Problem: A subset of WSPR callsigns are not amateur stations — they are balloon telemetry payloads transmitting on amateur frequencies. These spots represent the balloon's position, not a propagation path between fixed stations. Including them corrupts geographic coverage statistics and any path-based model.

Solution: wspr.balloon_callsigns_v2 maintains a list of known balloon callsigns identified via date-level velocity flagging (stations that move faster than physically possible for a fixed station). The v2 table includes the full Rosetta Stone cross-reference.

Metric Value
Balloon callsigns identified 1,443
Spots removed ~950,000
Pct of bronze removed 0.009%
Detection method Date-level velocity flags + Rosetta Stone

The assertion: populate_callsign_grid.sh enforces a 3M minimum row check after balloon removal to confirm the filter is not over-aggressive.


Filter 2 — Ground-Wave Exclusion (WSPR)

Problem: Spots at distances under 500 km are often ground-wave, not ionospheric skip. Ground-wave propagation is distance-limited and not subject to the same solar forcing as ionospheric paths. Including short-path spots dilutes the ionospheric signal in the data.

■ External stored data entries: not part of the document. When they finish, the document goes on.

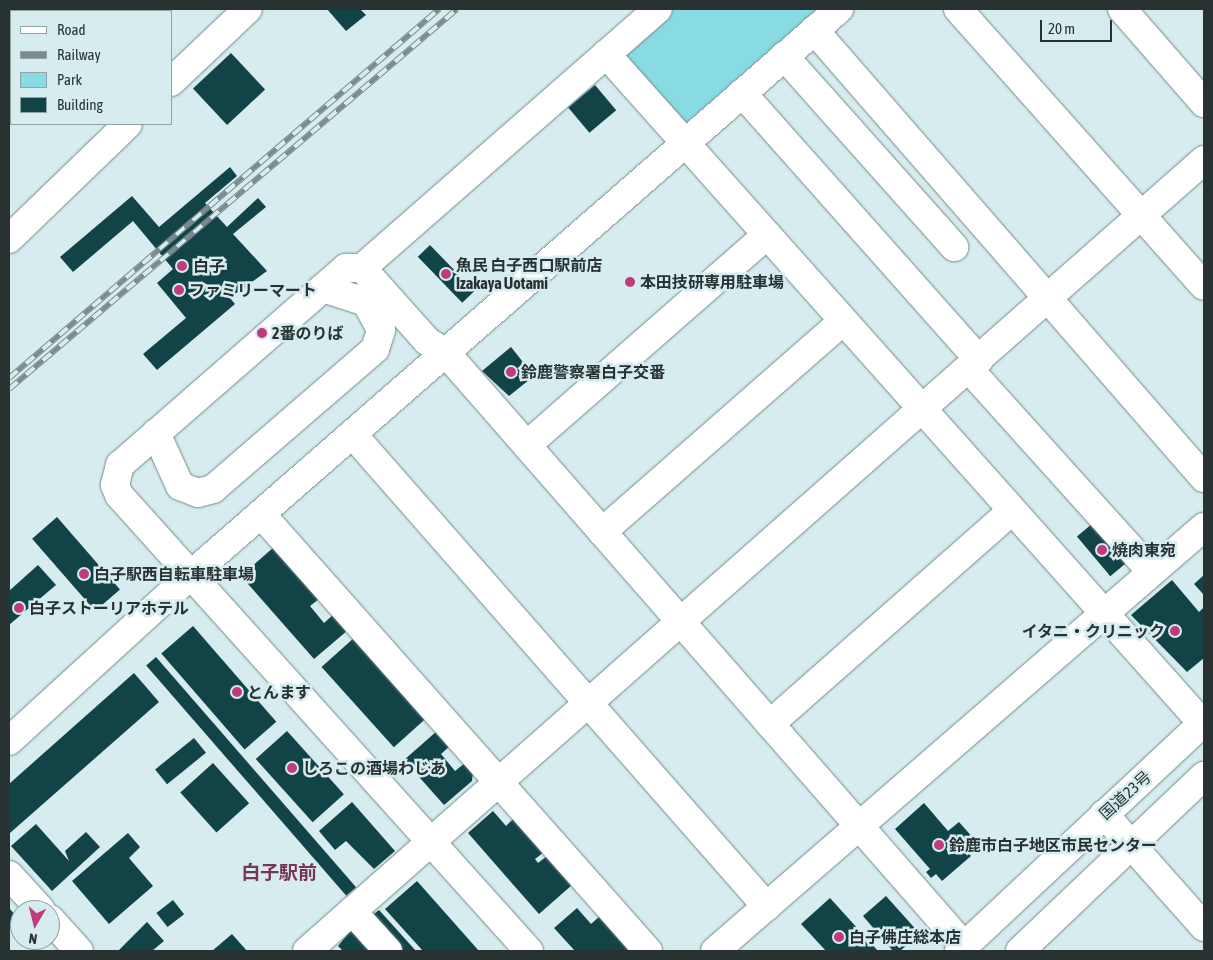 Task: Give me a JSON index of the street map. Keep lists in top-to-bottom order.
{
  "streets": {
    "main road": ["国道23号"]
  },
  "districts": ["白子駅前"],
  "places": [
    "白子",
    "魚民 白子西口駅前店 Izakaya Uotami",
    "本田技研専用駐車場",
    "ファミリーマート",
    "2番のりば",
    "鈴鹿警察署白子交番",
    "焼肉東宛",
    "白子駅西自転車駐車場",
    "白子ストーリアホテル",
    "イタニ・クリニック",
    "とんます",
    "しろこの酒場わじあ",
    "鈴鹿市白子地区市民センター",
    "白子佛庄総本店"
  ],
  "legend": [
    "Road",
    "Railway",
    "Park",
    "Building"
  ],
  "scale_bar": "20 m",
  "north": "bottom"
} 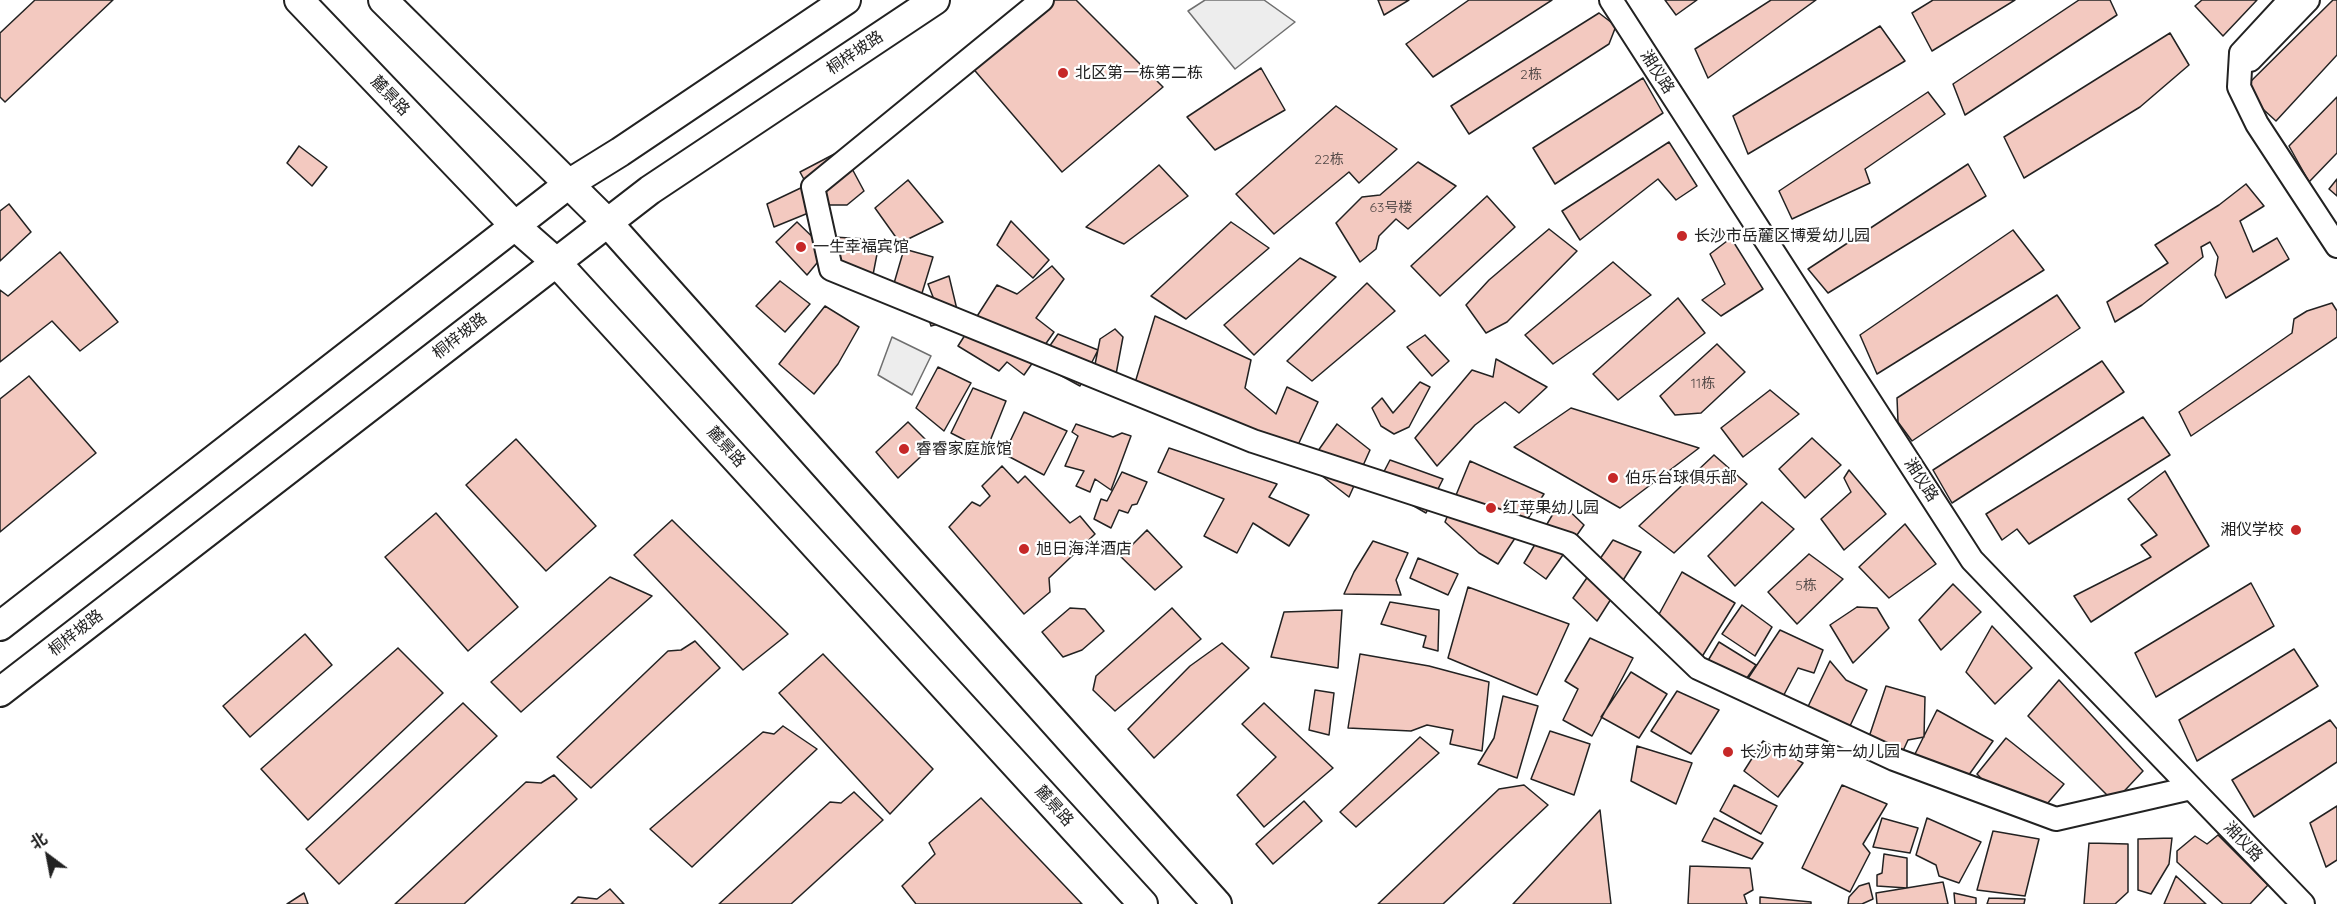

Solution: All spots where the great-circle distance between TX grid center and RX grid center is less than 500 km are excluded from signatures. They remain in wspr.bronze.

Metric Value
Distance threshold 500 km
Spots excluded (est.)
Tables affected wspr.signatures_v2_terrestrial

Filter 3 — RBN AGC Outlier Filtering

Problem: RBN skimmer receivers use automatic gain control that can saturate under strong local signals, reporting absurd SNR values. Raw RBN data contains spots up to 233 dB — physically impossible for HF propagation.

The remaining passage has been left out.